Byron Forest Preserve does a lot of work on controlling yellow and white sweet clover on their remnants and in hundreds of acres of prairie restorations. Russell Brunner and Austin Webb of BFP liked their Italian made Enorossi sickle bar mower such that they bought a second one this year so both can mow sweet clover patches.
For successful mowing of sweet clover you wait until the clover is well into its bloom, but before it has made any seed. You want to mow the clover very close to the ground, below any leaves that are green on the stem. This is impossible in areas with stumps and rocks, but works fine in our silt loam prairies.

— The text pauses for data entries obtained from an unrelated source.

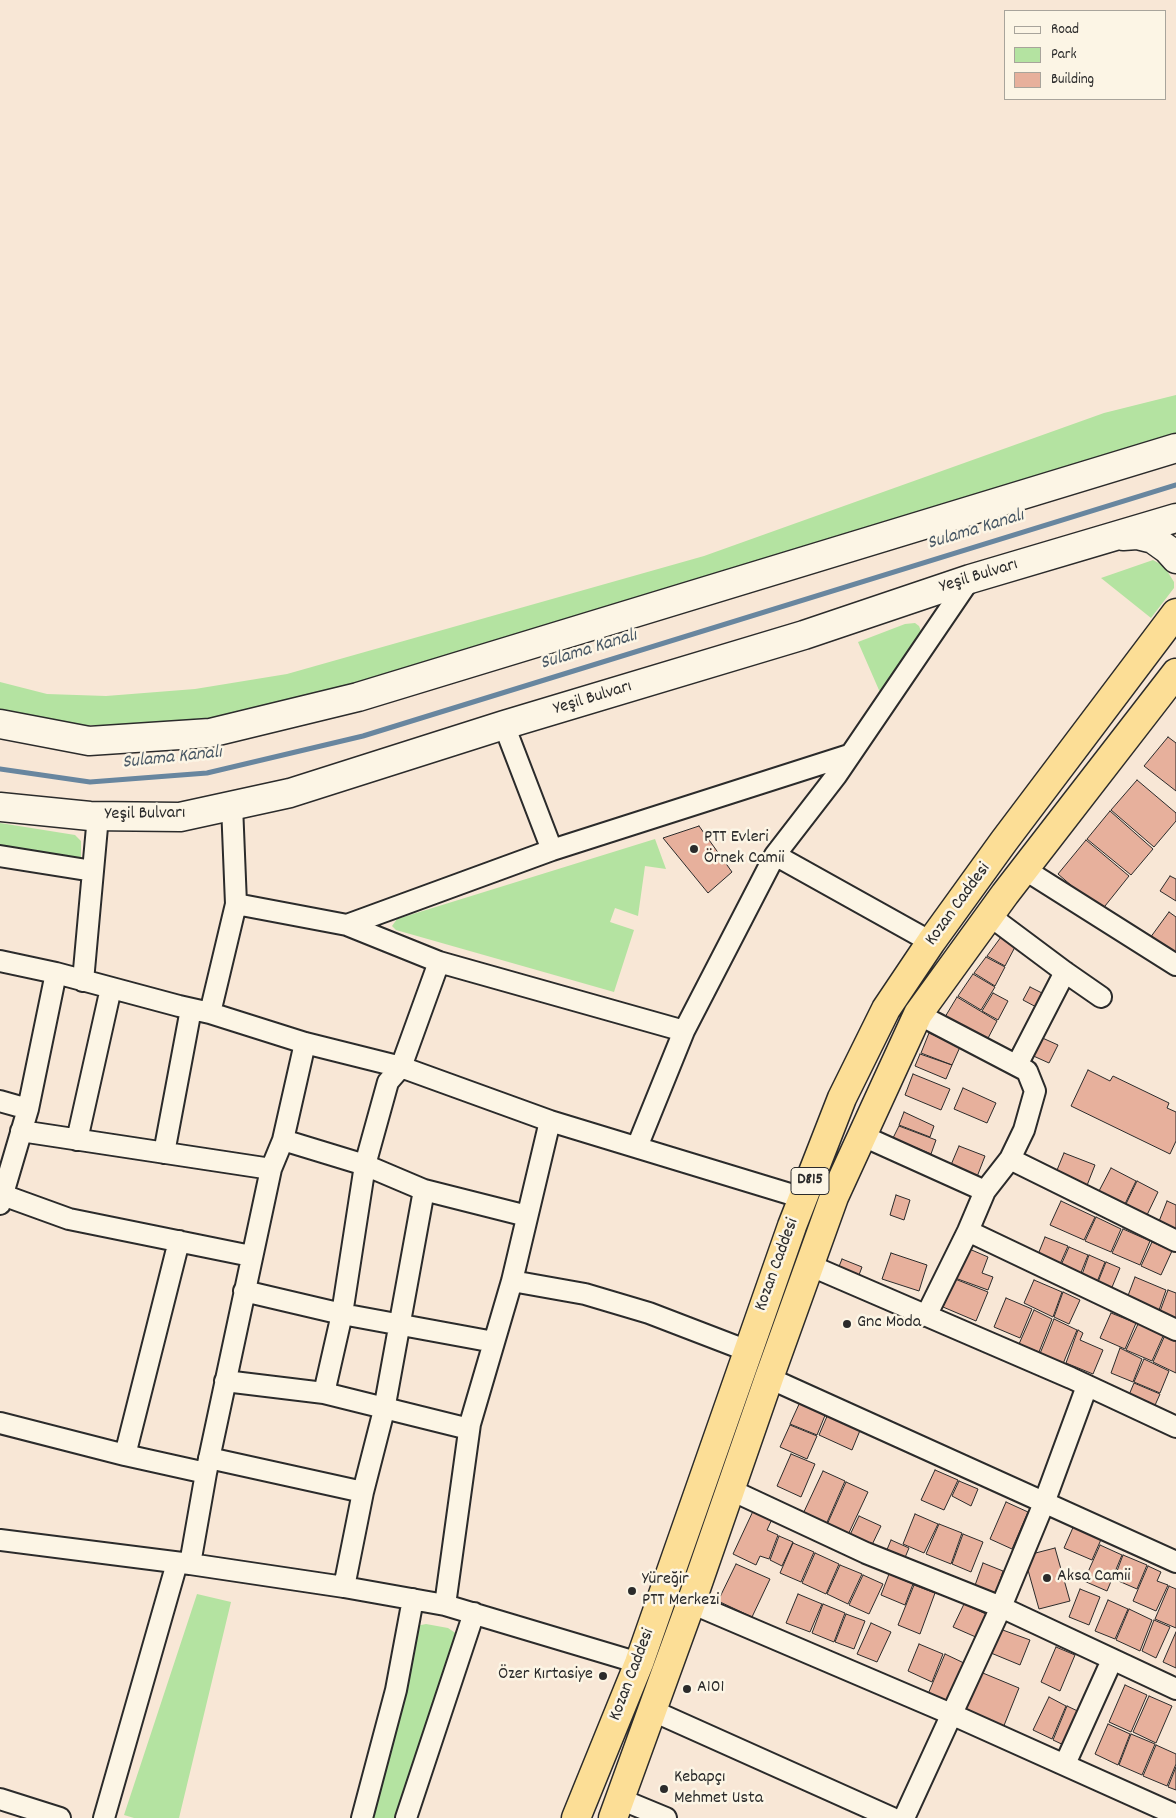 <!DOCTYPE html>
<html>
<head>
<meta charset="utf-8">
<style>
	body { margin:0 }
	#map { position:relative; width:1176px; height:1818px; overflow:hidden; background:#f8e7d6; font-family:Dekko,sans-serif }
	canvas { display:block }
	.legend { position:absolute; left:1004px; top:10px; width:162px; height:90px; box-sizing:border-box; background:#fcf5e5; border:1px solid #a8a49b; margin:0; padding:6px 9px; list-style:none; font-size:15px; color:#2b2b2b }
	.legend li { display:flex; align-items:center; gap:10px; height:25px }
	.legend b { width:25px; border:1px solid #a8a49b }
</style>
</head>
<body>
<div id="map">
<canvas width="1176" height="1818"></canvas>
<ul class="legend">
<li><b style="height:6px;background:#fcf5e5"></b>Road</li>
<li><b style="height:14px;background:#b4e3a1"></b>Park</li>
<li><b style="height:14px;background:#e7b09c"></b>Building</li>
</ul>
</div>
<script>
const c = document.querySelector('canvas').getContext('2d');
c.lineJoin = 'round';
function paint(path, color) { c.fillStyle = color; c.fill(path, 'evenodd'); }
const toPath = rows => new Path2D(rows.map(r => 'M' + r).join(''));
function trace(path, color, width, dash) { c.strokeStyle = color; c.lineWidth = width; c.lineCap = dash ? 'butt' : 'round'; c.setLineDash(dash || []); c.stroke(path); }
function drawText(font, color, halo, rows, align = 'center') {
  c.font = font + ' Dekko,sans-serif'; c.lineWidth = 5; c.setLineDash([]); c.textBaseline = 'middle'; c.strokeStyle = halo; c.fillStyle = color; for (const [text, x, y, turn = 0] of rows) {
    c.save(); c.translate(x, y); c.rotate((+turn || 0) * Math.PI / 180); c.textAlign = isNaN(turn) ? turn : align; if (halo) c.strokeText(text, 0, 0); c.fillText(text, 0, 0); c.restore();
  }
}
paint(toPath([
	[1176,395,1176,440,344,691,219,720,168,725,85,725,0,712,0,682,47,694,106,696,195,689,287,674,704,556,1104,413],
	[1153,560,1164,566,1174,582,1174,588,1151,618,1101,578],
	[915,623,919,626,921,631,921,637,882,697,858,642,905,624],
	[0,823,75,835,81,841,81,869,0,852],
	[655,839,666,869,645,866,638,916,615,908,610,922,634,930,614,992,396,930,392,926,397,919],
	[197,1594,231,1602,179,1818,134,1818,124,1815],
	[426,1624,448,1628,457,1634,459,1639,396,1818,369,1818,416,1626]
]), '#b4e3a1');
trace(toPath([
	[0,769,90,782,207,773,363,736,1176,485]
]), '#68869f', 5);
const building = toPath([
	[1168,737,1176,743,1176,791,1144,766,1168,737],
	[1137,780,1176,813,1176,821,1154,847,1111,810,1137,780],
	[1110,811,1153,849,1131,875,1087,839,1110,811],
	[699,826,732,872,708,893,663,838,699,826],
	[1086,840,1129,876,1101,911,1058,874,1086,840],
	[1170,876,1176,879,1176,901,1160,891,1170,876],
	[1169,912,1176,917,1176,955,1150,938,1169,912],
	[1001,937,1015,947,1005,966,987,956,1001,937],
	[986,957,1005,967,995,986,974,973,986,957],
	[973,974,995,987,981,1010,958,996,973,974],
	[1030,987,1048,996,1040,1009,1023,1000,1030,987],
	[993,993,1008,1001,998,1020,982,1011,993,993],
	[957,997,997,1021,986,1042,945,1017,957,997],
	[929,1033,960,1047,952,1065,921,1053,929,1033],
	[1038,1036,1058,1045,1049,1063,1029,1054,1038,1036],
	[920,1054,952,1065,946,1079,915,1066,920,1054],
	[1088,1070,1110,1081,1113,1076,1169,1103,1167,1108,1176,1112,1176,1141,1170,1154,1071,1106,1088,1070],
	[913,1074,950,1089,941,1110,905,1095,913,1074],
	[963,1088,996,1103,987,1123,954,1109,963,1088],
	[904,1112,934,1126,930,1137,899,1125,904,1112],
	[899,1126,936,1140,931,1154,893,1138,899,1126],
	[959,1146,985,1156,975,1182,948,1172,959,1146],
	[1064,1153,1095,1165,1086,1188,1055,1175,1064,1153],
	[1111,1168,1136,1181,1125,1204,1099,1191,1111,1168],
	[1137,1181,1158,1192,1147,1215,1126,1204,1137,1181],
	[896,1195,910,1200,904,1220,890,1215,896,1195],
	[1061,1201,1095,1217,1084,1240,1050,1225,1061,1201],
	[1167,1201,1176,1205,1176,1237,1156,1229,1167,1201],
	[1096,1217,1121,1229,1111,1252,1085,1241,1096,1217],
	[1123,1229,1150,1241,1140,1265,1112,1253,1123,1229],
	[1045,1237,1068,1246,1057,1271,1035,1262,1045,1237],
	[1152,1242,1172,1251,1161,1275,1141,1266,1152,1242],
	[1069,1247,1088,1255,1078,1280,1058,1272,1069,1247],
	[967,1248,988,1257,982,1273,993,1277,988,1290,955,1278,967,1248],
	[891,1253,927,1265,919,1291,882,1279,891,1253],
	[1089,1255,1105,1262,1095,1287,1080,1280,1089,1255],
	[842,1259,862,1267,856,1283,836,1274,842,1259],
	[1106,1262,1120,1268,1110,1292,1096,1287,1106,1262],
	[1135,1277,1166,1290,1158,1313,1126,1301,1135,1277],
	[955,1279,988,1292,976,1321,943,1307,955,1279],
	[1034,1280,1062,1292,1053,1317,1024,1303,1034,1280],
	[1168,1290,1176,1293,1176,1321,1159,1314,1168,1290],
	[1063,1292,1080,1300,1069,1324,1054,1317,1063,1292],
	[1006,1298,1032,1309,1020,1338,994,1327,1006,1298],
	[1034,1310,1052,1319,1039,1352,1019,1344,1034,1310],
	[1111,1313,1136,1323,1125,1349,1100,1338,1111,1313],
	[1054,1319,1077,1330,1060,1371,1037,1361,1054,1319],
	[1138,1324,1164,1334,1152,1361,1126,1350,1138,1324],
	[1078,1330,1083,1333,1080,1340,1103,1350,1093,1374,1066,1363,1078,1330],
	[1165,1335,1176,1339,1176,1373,1153,1362,1165,1335],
	[1120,1348,1142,1359,1133,1382,1111,1373,1120,1348],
	[1144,1359,1169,1371,1160,1393,1134,1382,1144,1359],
	[1134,1383,1160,1394,1152,1412,1126,1402,1134,1383],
	[800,1402,826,1413,817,1435,790,1424,800,1402],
	[828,1414,861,1428,852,1450,819,1435,828,1414],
	[790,1425,817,1436,807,1459,780,1447,790,1425],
	[791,1454,815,1464,801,1497,777,1486,791,1454],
	[935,1470,958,1480,944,1510,921,1500,935,1470],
	[823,1471,845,1481,825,1527,802,1516,823,1471],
	[959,1481,978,1489,971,1506,952,1496,959,1481],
	[846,1482,868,1492,847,1537,826,1527,846,1482],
	[1006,1502,1028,1512,1012,1549,990,1539,1006,1502],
	[754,1509,773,1517,767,1530,778,1535,769,1559,760,1556,756,1565,733,1554,754,1509],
	[915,1514,938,1524,924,1553,903,1544,915,1514],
	[859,1516,881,1526,870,1549,848,1539,859,1516],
	[1075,1523,1103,1535,1092,1560,1064,1548,1075,1523],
	[939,1524,962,1533,951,1564,926,1554,939,1524],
	[963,1534,983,1542,971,1572,952,1564,963,1534],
	[779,1536,793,1542,782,1566,770,1560,779,1536],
	[891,1540,909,1548,904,1560,886,1552,891,1540],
	[793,1543,814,1552,801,1582,780,1573,793,1543],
	[1100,1545,1122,1555,1107,1591,1084,1581,1100,1545],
	[1055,1548,1070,1601,1039,1609,1024,1556,1055,1548],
	[815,1553,839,1564,826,1594,802,1583,815,1553],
	[1123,1555,1147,1565,1137,1589,1114,1579,1123,1555],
	[983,1563,1003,1571,994,1598,973,1591,983,1563],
	[736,1564,770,1579,752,1617,718,1601,736,1564],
	[840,1565,862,1574,848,1604,827,1594,840,1565],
	[1148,1566,1161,1572,1157,1581,1168,1585,1156,1611,1133,1601,1148,1566],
	[889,1574,913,1584,905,1605,881,1595,889,1574],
	[863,1575,883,1584,869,1614,849,1605,863,1575],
	[914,1585,935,1593,920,1634,898,1625,914,1585],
	[1169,1586,1176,1589,1176,1628,1155,1619,1169,1586],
	[1080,1589,1100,1597,1089,1625,1069,1617,1080,1589],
	[798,1594,822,1604,810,1632,786,1623,798,1594],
	[1108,1600,1128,1609,1115,1639,1095,1631,1108,1600],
	[823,1604,845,1613,834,1642,812,1633,823,1604],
	[964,1604,988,1615,978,1638,953,1627,964,1604],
	[1129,1609,1152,1620,1140,1651,1116,1640,1129,1609],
	[846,1614,865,1621,854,1649,835,1642,846,1614],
	[1154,1620,1170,1627,1156,1658,1142,1651,1154,1620],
	[871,1623,891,1632,877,1662,857,1654,871,1623],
	[1000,1629,1030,1640,1020,1665,991,1653,1000,1629],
	[1176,1632,1176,1668,1163,1662,1176,1632],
	[919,1644,943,1654,932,1682,908,1671,919,1644],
	[1056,1647,1075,1655,1060,1691,1041,1682,1056,1647],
	[945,1654,966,1664,950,1703,928,1694,945,1654],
	[978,1671,1019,1688,1003,1728,962,1711,978,1671],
	[1125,1685,1147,1695,1131,1732,1109,1722,1125,1685],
	[1149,1696,1172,1706,1156,1743,1133,1732,1149,1696],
	[1049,1697,1066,1706,1052,1739,1033,1730,1049,1697],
	[1067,1706,1084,1714,1068,1747,1053,1740,1067,1706],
	[1108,1724,1130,1734,1118,1765,1095,1754,1108,1724],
	[1131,1734,1155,1744,1142,1775,1119,1765,1131,1734],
	[1156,1745,1176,1754,1176,1764,1167,1786,1143,1776,1156,1745],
	[1176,1767,1176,1790,1168,1787,1176,1767]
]);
paint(building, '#e7b09c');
trace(building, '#2b2b2b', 1);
const minor = toPath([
	[504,725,552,850],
	[775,855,931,942],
	[0,856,93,871],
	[1024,869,1176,965],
	[236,904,347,925,439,962,684,1031],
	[990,916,1065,972,1101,997],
	[347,925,552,850,849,755],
	[0,961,56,973,179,1006,210,1013,305,1043,401,1067,550,1121,803,1198],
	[83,981,98,816],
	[210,1013,236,904,232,805],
	[918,1014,1027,1071,1035,1091,1024,1130,1010,1159,985,1191,968,1231,926,1316],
	[1017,1065,1065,972],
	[0,1101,28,1109],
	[21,1131,271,1169],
	[863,1136,985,1191],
	[77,1140,111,988],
	[283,1140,365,1165,424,1190,527,1216],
	[637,1147,684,1031,775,855,836,776,970,579],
	[164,1153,191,1009],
	[1010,1159,1176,1241],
	[0,1194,69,1219,251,1256],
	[0,1204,28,1109,56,973],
	[968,1231,1176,1330],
	[809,1265,1071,1378,1176,1427],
	[512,1281,585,1294,649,1313,748,1351],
	[244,1291,342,1314,494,1342],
	[769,1378,1176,1562],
	[225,1381,324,1393,469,1429],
	[324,1393,342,1314,365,1165,388,1082,401,1067,439,962],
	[0,1423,125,1455,206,1473],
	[125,1455,179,1241],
	[209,1458,363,1492],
	[731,1490,866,1553,1001,1607,1176,1689],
	[0,1540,190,1564,344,1587,445,1605,639,1663],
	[190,1564,206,1473,271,1169,283,1140,305,1043],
	[344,1587,363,1492,384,1410,424,1190],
	[691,1603,951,1714,1176,1815],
	[445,1605,470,1424,512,1281,550,1121],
	[651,1710,892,1818],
	[1065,1764,1112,1660],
	[0,1799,60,1818],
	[620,1799,666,1818],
	[104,1818,177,1563],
	[362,1818,396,1690,413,1599],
	[406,1818,474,1613],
	[904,1818,1001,1607,1044,1503,1087,1386]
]);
const secondary = toPath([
	[1123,536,1137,535,1153,539,1167,549,1176,559],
	[0,724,89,741,210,733,358,697,1176,448],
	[0,807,90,816,180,817,290,793,504,725,804,635,970,579,1176,518]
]);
const trunk = toPath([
	[576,1818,639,1663,792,1226,842,1098,886,1009,931,942,1004,841,1176,613],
	[613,1818,691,1603,769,1378,834,1197,918,1014,1005,894,1176,673]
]);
trace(minor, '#2b2b2b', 24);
trace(secondary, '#2b2b2b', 31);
trace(trunk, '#2b2b2b', 31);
trace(minor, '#fcf5e5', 20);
trace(secondary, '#fcf5e5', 28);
trace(trunk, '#fcde96', 28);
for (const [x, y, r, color] of [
	[694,849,5,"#2b2b2b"],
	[847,1324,5,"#2b2b2b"],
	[1047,1578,5,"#2b2b2b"],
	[632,1591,5,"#2b2b2b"],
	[603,1676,5,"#2b2b2b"],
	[687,1689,5,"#2b2b2b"],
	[664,1789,5,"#2b2b2b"]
]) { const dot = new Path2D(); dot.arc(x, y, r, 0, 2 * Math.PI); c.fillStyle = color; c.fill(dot); trace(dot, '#fcf5e5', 2); }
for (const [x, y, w] of [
	[810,1181,38]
]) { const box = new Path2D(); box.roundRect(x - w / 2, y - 13.5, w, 27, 4); c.fillStyle = '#fcf5e5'; c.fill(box); trace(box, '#2b2b2b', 1); }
drawText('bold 16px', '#2b2b2b', null, [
	["D815",810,1181]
]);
drawText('18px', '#2b2b2b', '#fcf5e5', [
	["Yeşil Bulvarı",979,577,-17],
	["Yeşil Bulvarı",593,699,-17],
	["Yeşil Bulvarı",145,815,-1],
	["Kozan Caddesi",959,905,-54],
	["Kozan Caddesi",778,1265,-70],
	["Kozan Caddesi",633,1675,-69]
]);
drawText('18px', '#2b2b2b', '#fcf5e5', [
	["PTT Evleri",704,839],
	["Örnek Camii",704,860],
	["Gnc Moda",857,1324],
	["Aksa Camii",1057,1578],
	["Yüreğir",642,1581],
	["PTT Merkezi",642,1602],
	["Özer Kırtasiye",593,1676,"right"],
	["A101",697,1689],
	["Kebapçı",674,1779],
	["Mehmet Usta",674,1800]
], 'left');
drawText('italic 19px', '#495865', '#fcf5e5', [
	["Sulama Kanalı",976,531,-17],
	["Sulama Kanalı",589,651,-17],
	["Sulama Kanalı",172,759,-6]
]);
</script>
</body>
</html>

Your typical rotary mower that is pulled behind a tractor often means the tractor tires run over a lot of the clover, and the mower can’t cut this laid down clover as the blades won’t go that low. This leaves the operator reversing over clover patches and/or repeated mowing a patch to try to cut the clover.
These sickle bar mowers cut to the side of the tractor and mowing a patch of clover is quite easy. The sickle bar can be raised from the tractor, where you drive to a patch, lower the sickle, cut, and raise the bar and drive to the next patch. This means you are disturbing the least amount of prairie to get the patch of weeds cut. If the sickle bar hits a stump or an ant mound the bar pivots out of the way, and you can reverse a bit and the bar snaps back into place.
Sickle bar mowers are old technology. They are made for hay cutting. Sweet clover is a hay. If you use the mower for its intended use it will be a reliable tool.
You have to see this in action. Here is a 30 second video showing Austin running the mower: https://youtu.be/kA2A1XSxrA8
Don’t forget a line trimmer works great to cut small patches of sweet clover.